For those who were around during the release of Microsoft’s BitLocker, earlier known as Secure Startup, you will know that it was meant to totally eliminate the need for third-party security software. Yes, BitLocker was going to protect the devices against all kinds of attack and make sure we never again lost files.
BitLocker is really good. It is nicely incorporated into Windows, it does its work well, and it is really easy to operate. As it was intended to “shield the reliability of the operating system,” most who use it applied it in TPM mode, which needs no user connection to boot the system.
Here the actual problem is started.
How many users have a TPM chip on their laptop? Everybody, we bet. It’s a universal piece of hardware these days. You remember going through the personalization period of the chip, allowing it in the BIOS, etc.? Remember, all TPMs are deactivated and shipped disabled.
You didn’t do that before you installed your laptops? In that case, BitLocker will be a bit of a tussle for you.
Point 1) Using BitLocker without giving additional verification, you need an enabled, owned TPM with hardware chip.
Point 2) BitLocker with TPM only safety is susceptible to cold boot, Firmware, and BIOS keyboard buffer bouts.
There are a few simple attacks on TPM machines. Search for “BitLocker cold boot,” “BitLocker forensic tool” or “BitLocker Firmware and you’ll find multiple research, and even a few tools that will solve your “protected” device and recover the data. There was even an unimportant method that permitted an attacker to gain access to a BitLocker secure system; this has only recently been patched.
To make a device secure, and by that we mean give you safety against having to reveal lots of personal data to all your users if the machine goes missing, you have to use some form of pre-Windows authentication. Even Microsoft suggests this mode of operation.
For BitLocker, turning on authentication gives you a pair of choices. You can set a pin for the device, and, if you want, you can also use a USB storage device as a token. We wrote “pin”; we certainly did not write “your Windows user ID and password.” In fact, we didn’t comment users at all. BitLocker particularly supports one login, so if more than one person uses a device, you’re going to have to share that with everybody.
Point 3) BitLocker is safe only if you use a pin or USB stick for verification.
Point 4) There is no relation between your Windows identifications and BitLocker identifications.
Point 5) BitLocker does not support the idea of more than one user.
Even Microsoft’s experts tell to use a six char pin, plus TPM for authentication and no using it in TPM mode.

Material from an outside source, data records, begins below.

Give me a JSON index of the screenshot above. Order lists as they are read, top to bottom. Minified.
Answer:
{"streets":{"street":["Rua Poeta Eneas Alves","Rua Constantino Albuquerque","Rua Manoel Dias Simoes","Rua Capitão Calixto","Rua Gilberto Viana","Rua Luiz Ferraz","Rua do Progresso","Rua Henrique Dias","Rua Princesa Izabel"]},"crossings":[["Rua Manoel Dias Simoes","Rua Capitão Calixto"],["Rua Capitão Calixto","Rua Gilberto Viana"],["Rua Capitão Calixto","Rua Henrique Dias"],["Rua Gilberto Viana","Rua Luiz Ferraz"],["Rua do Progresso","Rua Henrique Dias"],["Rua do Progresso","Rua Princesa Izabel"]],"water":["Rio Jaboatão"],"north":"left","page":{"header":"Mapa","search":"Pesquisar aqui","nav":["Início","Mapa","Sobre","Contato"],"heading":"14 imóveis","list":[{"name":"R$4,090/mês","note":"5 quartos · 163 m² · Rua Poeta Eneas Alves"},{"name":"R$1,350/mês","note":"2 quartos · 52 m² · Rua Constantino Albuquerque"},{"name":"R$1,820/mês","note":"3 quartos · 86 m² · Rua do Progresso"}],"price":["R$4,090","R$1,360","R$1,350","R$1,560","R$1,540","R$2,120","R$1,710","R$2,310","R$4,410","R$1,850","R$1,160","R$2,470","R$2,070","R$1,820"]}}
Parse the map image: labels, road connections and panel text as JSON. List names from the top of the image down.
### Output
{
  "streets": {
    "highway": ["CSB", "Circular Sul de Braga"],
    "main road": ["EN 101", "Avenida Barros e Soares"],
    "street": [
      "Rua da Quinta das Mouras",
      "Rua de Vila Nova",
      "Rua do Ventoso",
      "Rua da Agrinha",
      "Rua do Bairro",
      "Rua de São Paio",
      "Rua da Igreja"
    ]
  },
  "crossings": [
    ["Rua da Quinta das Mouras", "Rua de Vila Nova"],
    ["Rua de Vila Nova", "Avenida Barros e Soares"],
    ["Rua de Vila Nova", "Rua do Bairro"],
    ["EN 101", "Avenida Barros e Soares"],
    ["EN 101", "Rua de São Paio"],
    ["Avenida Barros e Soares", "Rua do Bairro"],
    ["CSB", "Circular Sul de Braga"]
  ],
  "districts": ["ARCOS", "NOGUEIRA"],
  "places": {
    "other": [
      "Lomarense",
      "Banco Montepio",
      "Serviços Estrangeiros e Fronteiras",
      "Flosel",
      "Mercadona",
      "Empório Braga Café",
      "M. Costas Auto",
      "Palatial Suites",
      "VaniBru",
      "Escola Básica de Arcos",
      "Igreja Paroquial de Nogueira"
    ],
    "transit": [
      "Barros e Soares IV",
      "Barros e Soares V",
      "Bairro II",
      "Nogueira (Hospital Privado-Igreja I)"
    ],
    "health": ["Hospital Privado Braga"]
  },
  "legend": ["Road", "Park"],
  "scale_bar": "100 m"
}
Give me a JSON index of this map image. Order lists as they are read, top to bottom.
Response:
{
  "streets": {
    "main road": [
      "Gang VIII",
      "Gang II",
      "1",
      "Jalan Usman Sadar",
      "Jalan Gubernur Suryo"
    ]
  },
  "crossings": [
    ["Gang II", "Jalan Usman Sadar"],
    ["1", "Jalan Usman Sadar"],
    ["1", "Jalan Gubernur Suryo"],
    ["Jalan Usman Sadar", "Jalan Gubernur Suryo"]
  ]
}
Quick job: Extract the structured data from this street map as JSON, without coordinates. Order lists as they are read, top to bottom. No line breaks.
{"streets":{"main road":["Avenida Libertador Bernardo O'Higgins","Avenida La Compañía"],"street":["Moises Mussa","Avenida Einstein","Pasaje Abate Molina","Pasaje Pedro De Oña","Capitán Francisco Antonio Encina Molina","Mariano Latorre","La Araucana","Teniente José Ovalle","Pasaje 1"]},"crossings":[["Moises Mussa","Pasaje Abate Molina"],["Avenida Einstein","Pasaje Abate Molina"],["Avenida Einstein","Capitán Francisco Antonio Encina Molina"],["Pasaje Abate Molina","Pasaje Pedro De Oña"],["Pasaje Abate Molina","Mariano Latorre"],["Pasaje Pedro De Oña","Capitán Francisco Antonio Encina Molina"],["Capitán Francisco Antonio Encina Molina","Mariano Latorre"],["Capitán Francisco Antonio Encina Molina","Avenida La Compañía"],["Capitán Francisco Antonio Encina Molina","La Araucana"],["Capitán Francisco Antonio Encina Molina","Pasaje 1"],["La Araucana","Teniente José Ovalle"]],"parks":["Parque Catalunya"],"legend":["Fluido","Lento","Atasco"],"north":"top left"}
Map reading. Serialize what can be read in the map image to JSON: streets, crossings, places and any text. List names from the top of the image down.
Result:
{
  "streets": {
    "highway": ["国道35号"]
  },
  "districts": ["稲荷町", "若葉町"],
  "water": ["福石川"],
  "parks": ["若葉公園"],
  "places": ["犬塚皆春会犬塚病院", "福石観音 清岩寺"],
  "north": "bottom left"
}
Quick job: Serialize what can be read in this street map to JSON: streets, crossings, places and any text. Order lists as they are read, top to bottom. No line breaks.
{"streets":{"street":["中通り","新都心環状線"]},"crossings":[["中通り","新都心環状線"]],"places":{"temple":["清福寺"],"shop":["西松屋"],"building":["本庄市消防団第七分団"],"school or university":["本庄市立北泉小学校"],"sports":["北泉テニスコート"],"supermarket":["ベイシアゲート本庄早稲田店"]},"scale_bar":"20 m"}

So now you’re lucky BitLocker users have PCs secure, maybe with a TPM, but particularly with some form of verification that is shared among the owner of the device and administrator. You possibly have an Excel spreadsheet with everybody pin.
Point 6) BitLocker PINs are particularly Fn key based. BitLocker does not support non US keyboards.
For all of you who have applied public key infrastructure smart cards, bought laptops with fingerprint sensors, or who have tokens such as Safe Net cards, Data key cards, Active Identity, personal identity verification, common access cards, e-token keys, etc. You’d like to be able to use them for verification to your PCs, wouldn’t you?
Point 7) BitLocker supports only USB storage gadgets and PINs no integration with any other token.
Point 8) Active Directory and other servers are needed to administrate BitLocker in a corporate atmosphere.
You want to use BitLocker to encrypt your devices as when they get lost or stolen, you won’t have to pay fines, or tell everybody you lost their data. You lost the device, sure, but because the data was converted, no one can get access to it.
To use this “get out of jail” card you essential to be able to prove a couple of things:
- The safety method was suitable given the type of data.
- That the data was certainly secured at the time of loss.
So, smearing those tests, a rule appears:
Point 9) You require additional software to prove BitLocker was allowed and protecting the hard drive at the time of the theft to claim safety from personally identifiable data laws.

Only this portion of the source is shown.